Labour is promising to create a system of “victim payback boards” in a drive to restore public confidence in community sentences for anti-social behaviour if it gains power at the next election.
Party leader Sir Keir Starmer said it would put communities and victims “at the heart” of how offenders repay society.
Under Labour’s plans, locally appointed community and victim payback boards will be given a role in deciding what unpaid work offenders must undertake, such as removing graffiti, clearing wasteland or redecorating community centres.
Data will be published locally on the nature of the offenders and the unpaid work they have been required to do, so communities and victims can see justice is being served and offenders are paying back for their crimes.
The party said the boards would be drawn from representatives of local Safer Neighbourhood boards, nominated community members, victims’ representatives, and professionals who live or work in the area.
They will operate – with guidance from the criminal justice system and local authorities – through existing local infrastructure at no additional cost and create a new level of involvement for community leaders.

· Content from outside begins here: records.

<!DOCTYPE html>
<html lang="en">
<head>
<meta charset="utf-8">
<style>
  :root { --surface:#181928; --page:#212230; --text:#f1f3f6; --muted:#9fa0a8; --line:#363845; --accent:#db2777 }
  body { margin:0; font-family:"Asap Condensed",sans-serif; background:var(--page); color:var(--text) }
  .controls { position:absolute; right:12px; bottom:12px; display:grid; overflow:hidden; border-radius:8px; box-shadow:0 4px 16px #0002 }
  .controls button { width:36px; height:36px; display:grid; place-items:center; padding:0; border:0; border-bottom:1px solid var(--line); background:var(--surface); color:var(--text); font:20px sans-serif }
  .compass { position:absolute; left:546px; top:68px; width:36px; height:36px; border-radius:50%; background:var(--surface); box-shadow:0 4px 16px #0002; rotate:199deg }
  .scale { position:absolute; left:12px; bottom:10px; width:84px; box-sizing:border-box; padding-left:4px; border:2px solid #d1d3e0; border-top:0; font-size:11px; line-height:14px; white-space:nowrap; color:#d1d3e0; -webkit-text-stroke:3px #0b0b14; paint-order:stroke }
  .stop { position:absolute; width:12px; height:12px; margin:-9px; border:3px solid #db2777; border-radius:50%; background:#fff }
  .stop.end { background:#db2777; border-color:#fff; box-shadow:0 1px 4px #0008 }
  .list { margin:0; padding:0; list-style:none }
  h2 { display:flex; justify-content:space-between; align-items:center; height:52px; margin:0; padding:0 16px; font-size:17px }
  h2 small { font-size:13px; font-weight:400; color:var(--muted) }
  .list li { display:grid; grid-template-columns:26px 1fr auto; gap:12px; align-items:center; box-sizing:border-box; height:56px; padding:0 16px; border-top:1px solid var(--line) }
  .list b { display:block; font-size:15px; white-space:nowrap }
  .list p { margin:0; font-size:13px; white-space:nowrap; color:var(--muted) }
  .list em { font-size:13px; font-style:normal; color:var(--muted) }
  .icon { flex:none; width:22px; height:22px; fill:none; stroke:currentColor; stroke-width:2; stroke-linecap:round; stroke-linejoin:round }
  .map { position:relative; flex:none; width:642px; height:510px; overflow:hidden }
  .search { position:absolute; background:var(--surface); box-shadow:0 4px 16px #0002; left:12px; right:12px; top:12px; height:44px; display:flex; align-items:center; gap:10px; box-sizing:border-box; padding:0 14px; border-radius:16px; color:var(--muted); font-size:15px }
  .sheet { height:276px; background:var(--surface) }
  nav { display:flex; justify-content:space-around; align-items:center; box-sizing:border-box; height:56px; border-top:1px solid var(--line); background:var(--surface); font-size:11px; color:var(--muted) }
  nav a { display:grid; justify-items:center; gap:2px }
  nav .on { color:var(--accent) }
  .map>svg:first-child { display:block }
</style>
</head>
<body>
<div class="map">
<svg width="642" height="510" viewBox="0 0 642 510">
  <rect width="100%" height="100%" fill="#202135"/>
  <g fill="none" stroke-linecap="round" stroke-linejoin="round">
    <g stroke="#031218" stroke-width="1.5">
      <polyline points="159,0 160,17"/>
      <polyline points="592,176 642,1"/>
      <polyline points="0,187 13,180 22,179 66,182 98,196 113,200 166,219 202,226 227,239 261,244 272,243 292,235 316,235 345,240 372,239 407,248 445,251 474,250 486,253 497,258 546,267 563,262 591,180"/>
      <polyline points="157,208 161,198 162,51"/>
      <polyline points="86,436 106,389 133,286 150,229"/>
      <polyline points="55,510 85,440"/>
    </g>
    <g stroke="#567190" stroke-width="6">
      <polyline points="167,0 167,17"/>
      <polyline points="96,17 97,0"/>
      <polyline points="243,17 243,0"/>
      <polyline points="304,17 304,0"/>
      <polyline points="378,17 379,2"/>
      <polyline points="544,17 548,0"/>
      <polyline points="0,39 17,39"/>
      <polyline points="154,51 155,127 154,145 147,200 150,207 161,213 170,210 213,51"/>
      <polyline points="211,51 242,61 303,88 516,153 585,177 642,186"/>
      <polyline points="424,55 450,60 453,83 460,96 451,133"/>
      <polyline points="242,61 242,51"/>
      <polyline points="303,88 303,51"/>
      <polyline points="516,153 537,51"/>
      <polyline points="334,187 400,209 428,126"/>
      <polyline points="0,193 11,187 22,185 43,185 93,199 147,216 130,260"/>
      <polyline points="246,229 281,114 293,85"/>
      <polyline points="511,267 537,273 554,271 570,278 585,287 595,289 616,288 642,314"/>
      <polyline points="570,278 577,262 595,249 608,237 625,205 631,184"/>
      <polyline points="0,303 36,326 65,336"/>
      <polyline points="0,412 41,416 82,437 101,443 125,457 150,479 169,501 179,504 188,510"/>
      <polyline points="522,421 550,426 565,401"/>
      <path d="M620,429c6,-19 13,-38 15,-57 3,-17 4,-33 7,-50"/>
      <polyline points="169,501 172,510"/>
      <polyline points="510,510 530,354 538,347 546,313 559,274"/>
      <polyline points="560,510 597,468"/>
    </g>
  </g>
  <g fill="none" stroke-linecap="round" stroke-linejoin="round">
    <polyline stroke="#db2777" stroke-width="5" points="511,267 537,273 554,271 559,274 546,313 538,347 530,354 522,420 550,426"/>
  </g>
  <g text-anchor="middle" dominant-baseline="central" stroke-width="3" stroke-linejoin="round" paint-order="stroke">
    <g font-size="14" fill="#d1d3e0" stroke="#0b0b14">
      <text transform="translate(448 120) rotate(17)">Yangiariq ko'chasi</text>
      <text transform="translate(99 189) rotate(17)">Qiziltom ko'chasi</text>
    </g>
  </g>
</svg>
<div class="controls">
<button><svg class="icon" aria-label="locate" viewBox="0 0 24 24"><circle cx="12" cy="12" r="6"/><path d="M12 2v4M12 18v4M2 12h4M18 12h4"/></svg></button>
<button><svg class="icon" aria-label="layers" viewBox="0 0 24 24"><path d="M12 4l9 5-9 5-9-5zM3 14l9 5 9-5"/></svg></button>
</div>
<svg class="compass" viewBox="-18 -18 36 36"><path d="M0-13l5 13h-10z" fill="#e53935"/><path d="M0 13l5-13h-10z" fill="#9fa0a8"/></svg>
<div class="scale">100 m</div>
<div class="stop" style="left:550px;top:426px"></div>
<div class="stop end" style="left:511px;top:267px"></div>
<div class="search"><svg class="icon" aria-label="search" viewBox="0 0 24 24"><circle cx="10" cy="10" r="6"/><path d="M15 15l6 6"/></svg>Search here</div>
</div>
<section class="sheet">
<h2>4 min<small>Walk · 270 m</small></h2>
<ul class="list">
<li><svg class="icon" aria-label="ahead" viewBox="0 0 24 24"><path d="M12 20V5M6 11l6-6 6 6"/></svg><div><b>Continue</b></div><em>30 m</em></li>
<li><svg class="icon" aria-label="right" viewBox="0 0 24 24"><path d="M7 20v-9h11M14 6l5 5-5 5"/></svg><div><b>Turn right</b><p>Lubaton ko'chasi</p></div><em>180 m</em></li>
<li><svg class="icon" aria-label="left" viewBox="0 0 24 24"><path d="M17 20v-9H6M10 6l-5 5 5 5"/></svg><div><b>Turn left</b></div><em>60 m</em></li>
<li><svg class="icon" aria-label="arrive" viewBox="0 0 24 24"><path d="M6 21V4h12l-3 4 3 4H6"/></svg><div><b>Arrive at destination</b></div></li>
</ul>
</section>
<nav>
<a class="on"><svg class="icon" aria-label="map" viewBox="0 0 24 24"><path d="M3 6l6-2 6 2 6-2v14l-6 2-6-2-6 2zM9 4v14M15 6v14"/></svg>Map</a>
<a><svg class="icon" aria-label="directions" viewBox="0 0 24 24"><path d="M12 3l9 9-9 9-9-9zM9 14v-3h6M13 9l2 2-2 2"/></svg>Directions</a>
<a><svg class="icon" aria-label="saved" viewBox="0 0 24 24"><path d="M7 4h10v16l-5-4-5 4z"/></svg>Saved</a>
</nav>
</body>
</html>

Sir Keir said: “After 12 years of Conservative government, which has seen record criminal case delays, police officers disappearing from our streets, police station closures and court sell-offs, communities have no faith that the criminal justice system is keeping their communities safe from crime.
“Community payback can stop more serious reoffending, but judges have stopped handing it out because this soft-on-crime Conservative Government cannot be trusted to make sure offenders pay back for their crimes.
“Labour will put security at the heart of its contract with the British people. We’ll put communities and victims at the heart of how offenders repay society and make sure justice is being seen to be delivered locally.”